→ Instructions for the task
Your reply should be an exact copy of the lines from the one that holds "dot.arc(x, y, r, 0, 2 * Math.PI);" to the end of the data below.

→ Collected data
● ● ● ●
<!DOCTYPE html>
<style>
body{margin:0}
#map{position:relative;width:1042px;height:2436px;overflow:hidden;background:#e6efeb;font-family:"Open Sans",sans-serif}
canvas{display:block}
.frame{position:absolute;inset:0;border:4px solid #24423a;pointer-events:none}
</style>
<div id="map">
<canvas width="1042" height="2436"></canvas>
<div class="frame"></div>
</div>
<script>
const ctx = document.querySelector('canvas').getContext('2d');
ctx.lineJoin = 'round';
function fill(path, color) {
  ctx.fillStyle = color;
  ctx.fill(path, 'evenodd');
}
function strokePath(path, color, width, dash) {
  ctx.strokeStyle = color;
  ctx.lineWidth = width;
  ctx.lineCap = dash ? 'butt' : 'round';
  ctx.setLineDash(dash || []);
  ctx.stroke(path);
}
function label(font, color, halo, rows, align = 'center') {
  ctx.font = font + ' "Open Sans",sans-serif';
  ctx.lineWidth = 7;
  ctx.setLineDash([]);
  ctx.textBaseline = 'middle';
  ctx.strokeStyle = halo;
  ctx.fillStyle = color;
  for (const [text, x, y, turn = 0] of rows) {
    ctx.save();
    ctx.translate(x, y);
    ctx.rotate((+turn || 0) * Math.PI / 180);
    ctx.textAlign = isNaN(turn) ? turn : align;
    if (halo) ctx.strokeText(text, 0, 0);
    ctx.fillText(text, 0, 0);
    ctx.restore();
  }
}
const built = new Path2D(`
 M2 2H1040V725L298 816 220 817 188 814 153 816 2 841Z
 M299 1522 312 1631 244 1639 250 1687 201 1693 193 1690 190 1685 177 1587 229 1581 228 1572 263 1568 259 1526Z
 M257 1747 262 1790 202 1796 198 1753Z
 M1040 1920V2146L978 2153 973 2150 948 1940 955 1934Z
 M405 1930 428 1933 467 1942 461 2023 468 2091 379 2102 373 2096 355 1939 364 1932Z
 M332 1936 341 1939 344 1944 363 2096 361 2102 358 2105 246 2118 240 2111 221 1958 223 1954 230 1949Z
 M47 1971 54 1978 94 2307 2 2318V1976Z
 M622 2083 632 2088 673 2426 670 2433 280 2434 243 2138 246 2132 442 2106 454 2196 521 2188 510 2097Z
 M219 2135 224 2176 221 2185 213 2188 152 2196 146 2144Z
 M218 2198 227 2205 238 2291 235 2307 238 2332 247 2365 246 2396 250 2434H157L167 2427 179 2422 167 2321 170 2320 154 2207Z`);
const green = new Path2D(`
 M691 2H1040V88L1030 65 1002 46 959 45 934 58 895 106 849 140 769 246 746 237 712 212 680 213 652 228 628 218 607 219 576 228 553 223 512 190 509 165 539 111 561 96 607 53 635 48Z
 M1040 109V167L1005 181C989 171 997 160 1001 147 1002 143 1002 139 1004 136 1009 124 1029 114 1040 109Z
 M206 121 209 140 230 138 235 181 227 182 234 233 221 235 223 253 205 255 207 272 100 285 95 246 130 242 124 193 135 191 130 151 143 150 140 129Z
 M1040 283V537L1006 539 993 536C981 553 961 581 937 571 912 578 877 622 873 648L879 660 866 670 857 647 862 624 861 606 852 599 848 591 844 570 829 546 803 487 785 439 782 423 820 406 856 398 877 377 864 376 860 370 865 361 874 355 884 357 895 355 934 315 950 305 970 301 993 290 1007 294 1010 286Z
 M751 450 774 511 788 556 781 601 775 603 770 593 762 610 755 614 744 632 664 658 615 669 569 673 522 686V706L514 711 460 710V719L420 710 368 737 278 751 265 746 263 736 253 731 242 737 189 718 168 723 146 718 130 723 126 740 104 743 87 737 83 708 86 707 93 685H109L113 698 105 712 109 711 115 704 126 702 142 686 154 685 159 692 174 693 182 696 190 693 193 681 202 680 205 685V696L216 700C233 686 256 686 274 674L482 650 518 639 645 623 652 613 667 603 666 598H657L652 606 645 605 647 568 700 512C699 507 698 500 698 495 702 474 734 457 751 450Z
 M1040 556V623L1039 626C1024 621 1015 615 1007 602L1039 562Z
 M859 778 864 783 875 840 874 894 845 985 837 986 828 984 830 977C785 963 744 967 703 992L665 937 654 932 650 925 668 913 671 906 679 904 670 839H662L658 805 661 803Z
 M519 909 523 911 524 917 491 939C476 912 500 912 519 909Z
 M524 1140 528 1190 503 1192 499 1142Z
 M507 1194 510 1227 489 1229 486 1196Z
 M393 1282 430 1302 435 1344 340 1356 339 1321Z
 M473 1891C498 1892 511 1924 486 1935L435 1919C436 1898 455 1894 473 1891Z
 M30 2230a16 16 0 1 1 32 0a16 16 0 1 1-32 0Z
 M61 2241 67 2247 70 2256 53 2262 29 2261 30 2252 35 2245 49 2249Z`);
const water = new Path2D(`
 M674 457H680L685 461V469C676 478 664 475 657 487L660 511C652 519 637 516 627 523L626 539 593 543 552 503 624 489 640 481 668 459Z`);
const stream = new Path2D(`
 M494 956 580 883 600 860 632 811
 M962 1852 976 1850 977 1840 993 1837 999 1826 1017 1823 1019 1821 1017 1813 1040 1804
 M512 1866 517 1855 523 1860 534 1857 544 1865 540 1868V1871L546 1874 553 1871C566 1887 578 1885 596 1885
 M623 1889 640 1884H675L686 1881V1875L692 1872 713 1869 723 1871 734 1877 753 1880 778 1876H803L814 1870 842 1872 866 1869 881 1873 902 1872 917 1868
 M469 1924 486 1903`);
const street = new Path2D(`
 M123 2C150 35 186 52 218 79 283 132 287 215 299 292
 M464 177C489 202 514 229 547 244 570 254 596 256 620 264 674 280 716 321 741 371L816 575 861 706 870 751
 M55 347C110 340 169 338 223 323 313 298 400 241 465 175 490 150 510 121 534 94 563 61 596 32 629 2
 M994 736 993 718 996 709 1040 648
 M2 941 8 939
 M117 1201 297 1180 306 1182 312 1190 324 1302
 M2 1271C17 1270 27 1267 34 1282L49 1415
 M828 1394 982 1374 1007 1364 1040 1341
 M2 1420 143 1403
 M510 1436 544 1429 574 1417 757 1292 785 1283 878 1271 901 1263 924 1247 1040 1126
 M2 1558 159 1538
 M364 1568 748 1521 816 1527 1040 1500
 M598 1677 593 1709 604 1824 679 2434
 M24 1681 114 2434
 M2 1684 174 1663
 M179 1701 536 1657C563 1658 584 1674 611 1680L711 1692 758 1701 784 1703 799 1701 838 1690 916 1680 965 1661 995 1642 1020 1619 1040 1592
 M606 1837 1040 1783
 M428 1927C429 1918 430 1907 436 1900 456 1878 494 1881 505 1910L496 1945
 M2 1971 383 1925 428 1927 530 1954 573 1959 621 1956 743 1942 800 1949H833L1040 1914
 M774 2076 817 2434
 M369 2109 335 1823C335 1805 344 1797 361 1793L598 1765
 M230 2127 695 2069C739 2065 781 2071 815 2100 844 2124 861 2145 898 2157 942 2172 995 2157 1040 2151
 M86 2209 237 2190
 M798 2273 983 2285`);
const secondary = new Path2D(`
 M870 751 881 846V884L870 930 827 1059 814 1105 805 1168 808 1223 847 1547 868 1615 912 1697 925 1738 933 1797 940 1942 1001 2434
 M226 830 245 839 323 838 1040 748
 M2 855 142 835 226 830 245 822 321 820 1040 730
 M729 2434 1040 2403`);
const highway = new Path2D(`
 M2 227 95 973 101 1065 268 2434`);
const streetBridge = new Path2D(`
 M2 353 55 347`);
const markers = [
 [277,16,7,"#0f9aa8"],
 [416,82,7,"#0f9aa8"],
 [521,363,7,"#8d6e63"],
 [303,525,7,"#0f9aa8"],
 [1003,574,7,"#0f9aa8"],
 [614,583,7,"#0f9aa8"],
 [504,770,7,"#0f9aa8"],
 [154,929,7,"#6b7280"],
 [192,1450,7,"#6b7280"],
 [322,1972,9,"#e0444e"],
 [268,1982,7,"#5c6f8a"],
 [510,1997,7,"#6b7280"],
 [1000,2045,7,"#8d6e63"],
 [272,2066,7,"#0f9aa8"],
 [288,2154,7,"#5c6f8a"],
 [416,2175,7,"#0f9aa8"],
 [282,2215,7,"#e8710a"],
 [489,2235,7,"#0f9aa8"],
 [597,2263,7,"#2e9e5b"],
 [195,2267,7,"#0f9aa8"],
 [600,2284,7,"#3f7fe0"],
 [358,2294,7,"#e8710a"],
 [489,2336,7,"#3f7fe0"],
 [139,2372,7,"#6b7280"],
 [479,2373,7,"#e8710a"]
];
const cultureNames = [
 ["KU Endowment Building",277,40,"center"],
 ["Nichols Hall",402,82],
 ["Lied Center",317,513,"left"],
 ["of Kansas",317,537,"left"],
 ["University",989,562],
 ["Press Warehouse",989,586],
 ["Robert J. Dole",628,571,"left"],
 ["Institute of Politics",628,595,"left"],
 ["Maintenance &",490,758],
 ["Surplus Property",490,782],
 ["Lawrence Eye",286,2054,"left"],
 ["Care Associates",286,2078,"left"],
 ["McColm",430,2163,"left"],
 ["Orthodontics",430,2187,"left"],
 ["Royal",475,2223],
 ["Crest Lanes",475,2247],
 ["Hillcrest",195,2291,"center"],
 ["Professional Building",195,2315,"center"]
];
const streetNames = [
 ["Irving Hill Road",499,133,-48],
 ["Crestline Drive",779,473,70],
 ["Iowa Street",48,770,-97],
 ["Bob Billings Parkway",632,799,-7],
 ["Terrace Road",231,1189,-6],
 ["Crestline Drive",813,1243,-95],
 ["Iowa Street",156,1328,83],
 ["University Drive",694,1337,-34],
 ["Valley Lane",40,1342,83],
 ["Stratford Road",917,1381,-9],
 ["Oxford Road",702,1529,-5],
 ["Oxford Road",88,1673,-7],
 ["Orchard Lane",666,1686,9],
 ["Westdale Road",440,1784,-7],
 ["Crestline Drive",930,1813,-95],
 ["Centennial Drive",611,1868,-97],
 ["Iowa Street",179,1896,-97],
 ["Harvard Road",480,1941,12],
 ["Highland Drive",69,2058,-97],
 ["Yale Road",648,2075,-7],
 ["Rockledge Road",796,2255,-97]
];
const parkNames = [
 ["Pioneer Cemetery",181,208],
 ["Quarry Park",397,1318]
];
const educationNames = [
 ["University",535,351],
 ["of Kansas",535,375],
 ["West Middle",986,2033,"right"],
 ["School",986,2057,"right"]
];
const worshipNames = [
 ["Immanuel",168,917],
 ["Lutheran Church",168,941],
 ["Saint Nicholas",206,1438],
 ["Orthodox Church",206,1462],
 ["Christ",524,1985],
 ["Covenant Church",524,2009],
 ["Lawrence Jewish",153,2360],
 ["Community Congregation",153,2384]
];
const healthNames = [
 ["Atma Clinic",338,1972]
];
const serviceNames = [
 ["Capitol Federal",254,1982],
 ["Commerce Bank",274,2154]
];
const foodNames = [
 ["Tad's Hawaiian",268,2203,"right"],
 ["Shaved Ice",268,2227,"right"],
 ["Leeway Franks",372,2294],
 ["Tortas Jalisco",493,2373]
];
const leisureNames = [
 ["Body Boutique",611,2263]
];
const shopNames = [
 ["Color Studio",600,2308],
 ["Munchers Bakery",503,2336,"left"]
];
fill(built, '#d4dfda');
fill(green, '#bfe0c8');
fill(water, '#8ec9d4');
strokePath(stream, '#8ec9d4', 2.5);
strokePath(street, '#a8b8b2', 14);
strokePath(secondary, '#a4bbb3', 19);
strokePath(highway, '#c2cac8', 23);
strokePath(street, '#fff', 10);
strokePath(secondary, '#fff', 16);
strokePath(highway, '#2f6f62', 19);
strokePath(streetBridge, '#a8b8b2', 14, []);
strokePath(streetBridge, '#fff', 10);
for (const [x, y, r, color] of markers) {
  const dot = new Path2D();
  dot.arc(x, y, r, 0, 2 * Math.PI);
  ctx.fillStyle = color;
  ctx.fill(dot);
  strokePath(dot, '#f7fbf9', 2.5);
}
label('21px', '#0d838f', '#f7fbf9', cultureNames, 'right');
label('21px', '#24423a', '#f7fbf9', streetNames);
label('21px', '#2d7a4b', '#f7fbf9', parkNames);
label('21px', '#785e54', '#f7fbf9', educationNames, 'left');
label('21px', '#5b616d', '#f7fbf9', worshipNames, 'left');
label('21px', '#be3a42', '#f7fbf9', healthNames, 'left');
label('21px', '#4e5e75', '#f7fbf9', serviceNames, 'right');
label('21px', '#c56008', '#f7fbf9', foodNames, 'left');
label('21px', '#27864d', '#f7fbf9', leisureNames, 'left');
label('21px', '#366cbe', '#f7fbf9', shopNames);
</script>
● ● ● ●
→ Written solution
  dot.arc(x, y, r, 0, 2 * Math.PI);
  ctx.fillStyle = color;
  ctx.fill(dot);
  strokePath(dot, '#f7fbf9', 2.5);
}
label('21px', '#0d838f', '#f7fbf9', cultureNames, 'right');
label('21px', '#24423a', '#f7fbf9', streetNames);
label('21px', '#2d7a4b', '#f7fbf9', parkNames);
label('21px', '#785e54', '#f7fbf9', educationNames, 'left');
label('21px', '#5b616d', '#f7fbf9', worshipNames, 'left');
label('21px', '#be3a42', '#f7fbf9', healthNames, 'left');
label('21px', '#4e5e75', '#f7fbf9', serviceNames, 'right');
label('21px', '#c56008', '#f7fbf9', foodNames, 'left');
label('21px', '#27864d', '#f7fbf9', leisureNames, 'left');
label('21px', '#366cbe', '#f7fbf9', shopNames);
</script>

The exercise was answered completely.